3. This question came as a two-part question, the latter part of which I've left off until now. This part was "I didn't think you wanted any more kids." OOOOOK. I'm still trying to figure out how she can even pretend to know WHAT he wants? I told Larry he should've told her that he also didn't plan on getting married again either, but things change. I'm telling you this right now straight from the horse's mouth. YES, we want more kids, and YES, we're having another baby when we get married and more financially settled.

Stupid, stupid people. So, the conclusion I've drawn is this. She's friends with one of Larry's ex-girlfriends, so that has to be where it's all coming from. And this is my theory of what's in their heads. I've gained weight, and it's all in my belly/butt/thigh area, so I could pass for pregnant. BUT I'M NOT. Here's the theory: He didn't want kids, and he didn't want to get married, so what I MUST'VE DONE was get pregnant to trap him and make him marry me. Why do I think this? Because that's the way these people think. Stupid, stupid people. Maybe, just MAYBE we're getting married because WE WANT TO, and because we're in love. Imagine that concept.

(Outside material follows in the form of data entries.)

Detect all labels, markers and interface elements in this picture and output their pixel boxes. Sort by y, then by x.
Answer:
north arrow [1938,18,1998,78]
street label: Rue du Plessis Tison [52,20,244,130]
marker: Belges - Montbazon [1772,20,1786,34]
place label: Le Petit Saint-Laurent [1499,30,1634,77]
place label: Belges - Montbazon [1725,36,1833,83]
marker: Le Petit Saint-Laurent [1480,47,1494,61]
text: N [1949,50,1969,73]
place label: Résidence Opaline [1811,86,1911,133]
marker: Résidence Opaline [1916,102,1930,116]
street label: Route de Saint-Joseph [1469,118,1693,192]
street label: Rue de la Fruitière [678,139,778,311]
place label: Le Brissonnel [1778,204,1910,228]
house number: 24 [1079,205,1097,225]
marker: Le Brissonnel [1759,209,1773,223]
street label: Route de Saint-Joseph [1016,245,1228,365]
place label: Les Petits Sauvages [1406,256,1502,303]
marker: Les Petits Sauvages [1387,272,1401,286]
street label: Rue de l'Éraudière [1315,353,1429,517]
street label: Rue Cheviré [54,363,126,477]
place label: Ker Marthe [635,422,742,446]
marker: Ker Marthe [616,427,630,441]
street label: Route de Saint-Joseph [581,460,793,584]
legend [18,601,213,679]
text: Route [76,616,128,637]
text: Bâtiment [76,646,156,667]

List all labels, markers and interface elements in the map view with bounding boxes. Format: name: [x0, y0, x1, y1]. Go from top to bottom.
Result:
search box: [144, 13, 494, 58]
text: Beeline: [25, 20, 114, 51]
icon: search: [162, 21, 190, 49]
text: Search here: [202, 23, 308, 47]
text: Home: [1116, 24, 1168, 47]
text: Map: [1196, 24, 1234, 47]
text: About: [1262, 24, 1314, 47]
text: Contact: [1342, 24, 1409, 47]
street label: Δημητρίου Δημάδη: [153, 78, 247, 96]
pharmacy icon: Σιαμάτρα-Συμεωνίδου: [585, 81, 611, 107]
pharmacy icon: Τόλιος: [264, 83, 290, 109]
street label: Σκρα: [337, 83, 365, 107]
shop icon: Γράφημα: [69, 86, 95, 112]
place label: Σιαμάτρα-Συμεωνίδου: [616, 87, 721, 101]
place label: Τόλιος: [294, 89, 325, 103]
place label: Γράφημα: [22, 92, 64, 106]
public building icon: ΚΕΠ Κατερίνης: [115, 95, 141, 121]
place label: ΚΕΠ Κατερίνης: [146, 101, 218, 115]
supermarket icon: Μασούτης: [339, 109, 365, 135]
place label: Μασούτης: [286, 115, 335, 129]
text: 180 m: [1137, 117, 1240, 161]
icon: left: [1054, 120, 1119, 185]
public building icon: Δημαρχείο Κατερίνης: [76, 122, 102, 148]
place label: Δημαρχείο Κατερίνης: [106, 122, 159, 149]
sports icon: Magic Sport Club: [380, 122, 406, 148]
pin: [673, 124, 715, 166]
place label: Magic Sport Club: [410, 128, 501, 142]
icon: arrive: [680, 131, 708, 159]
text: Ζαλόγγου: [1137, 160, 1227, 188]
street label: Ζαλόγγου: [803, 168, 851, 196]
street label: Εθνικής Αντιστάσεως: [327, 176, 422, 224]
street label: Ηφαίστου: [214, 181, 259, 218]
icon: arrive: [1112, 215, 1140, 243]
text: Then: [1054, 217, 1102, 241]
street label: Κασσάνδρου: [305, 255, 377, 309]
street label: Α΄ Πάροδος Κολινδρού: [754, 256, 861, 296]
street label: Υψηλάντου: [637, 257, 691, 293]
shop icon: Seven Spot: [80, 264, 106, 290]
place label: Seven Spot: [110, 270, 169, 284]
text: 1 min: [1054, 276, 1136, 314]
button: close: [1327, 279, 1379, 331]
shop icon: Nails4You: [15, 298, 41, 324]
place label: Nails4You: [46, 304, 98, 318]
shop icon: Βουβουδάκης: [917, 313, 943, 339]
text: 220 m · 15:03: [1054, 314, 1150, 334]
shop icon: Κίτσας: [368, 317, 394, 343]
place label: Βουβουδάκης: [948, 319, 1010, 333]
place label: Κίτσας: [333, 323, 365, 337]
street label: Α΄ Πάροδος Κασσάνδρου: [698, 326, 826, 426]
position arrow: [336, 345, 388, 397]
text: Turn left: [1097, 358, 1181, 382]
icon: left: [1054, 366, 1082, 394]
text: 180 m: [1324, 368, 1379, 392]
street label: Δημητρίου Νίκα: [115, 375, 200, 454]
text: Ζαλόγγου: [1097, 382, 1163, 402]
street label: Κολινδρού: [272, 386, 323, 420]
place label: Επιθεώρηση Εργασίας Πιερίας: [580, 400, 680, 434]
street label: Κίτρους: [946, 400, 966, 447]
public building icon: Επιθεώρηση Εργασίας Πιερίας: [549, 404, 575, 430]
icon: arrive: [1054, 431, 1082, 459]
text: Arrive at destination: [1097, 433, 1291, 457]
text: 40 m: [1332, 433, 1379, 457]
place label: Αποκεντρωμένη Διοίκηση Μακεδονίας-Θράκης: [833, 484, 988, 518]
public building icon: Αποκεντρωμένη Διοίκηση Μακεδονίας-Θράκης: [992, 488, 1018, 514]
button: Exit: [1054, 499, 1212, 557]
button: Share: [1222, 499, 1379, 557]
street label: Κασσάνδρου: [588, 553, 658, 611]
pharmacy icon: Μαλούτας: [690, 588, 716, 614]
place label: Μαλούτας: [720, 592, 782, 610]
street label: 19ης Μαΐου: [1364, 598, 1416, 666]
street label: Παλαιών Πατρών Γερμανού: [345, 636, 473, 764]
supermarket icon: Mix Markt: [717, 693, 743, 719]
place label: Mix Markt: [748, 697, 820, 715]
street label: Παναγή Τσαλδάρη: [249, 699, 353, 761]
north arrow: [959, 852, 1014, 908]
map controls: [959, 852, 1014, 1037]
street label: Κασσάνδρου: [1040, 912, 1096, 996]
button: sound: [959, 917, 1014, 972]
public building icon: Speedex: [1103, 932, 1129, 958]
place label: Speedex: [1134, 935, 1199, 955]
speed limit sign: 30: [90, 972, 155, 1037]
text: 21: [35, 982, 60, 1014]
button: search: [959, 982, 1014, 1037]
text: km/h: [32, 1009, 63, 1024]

So here's my statement to that elite group of Richwooders who are SOOO concerned with my life (by the way, where are your kids? They were out in the freaking ROAD last time I checked). I'm NOT pregnant...yet. YES, we want more kids, YES, we're having more kids, and when that happens, I'll make sure y'all are the first to know. I'll put a freaking full-page ad in the Chronicle just to please you.

Oh, and by the way, you're all invited to my wedding. Bring gifts.

1 Comments:

Blogger Stef said...

AND make them expensive gifts!
Wow, woman - I love when you post... you really let people have it!
I miss your posts - you should write more often. (have you seen my "new" site yet?)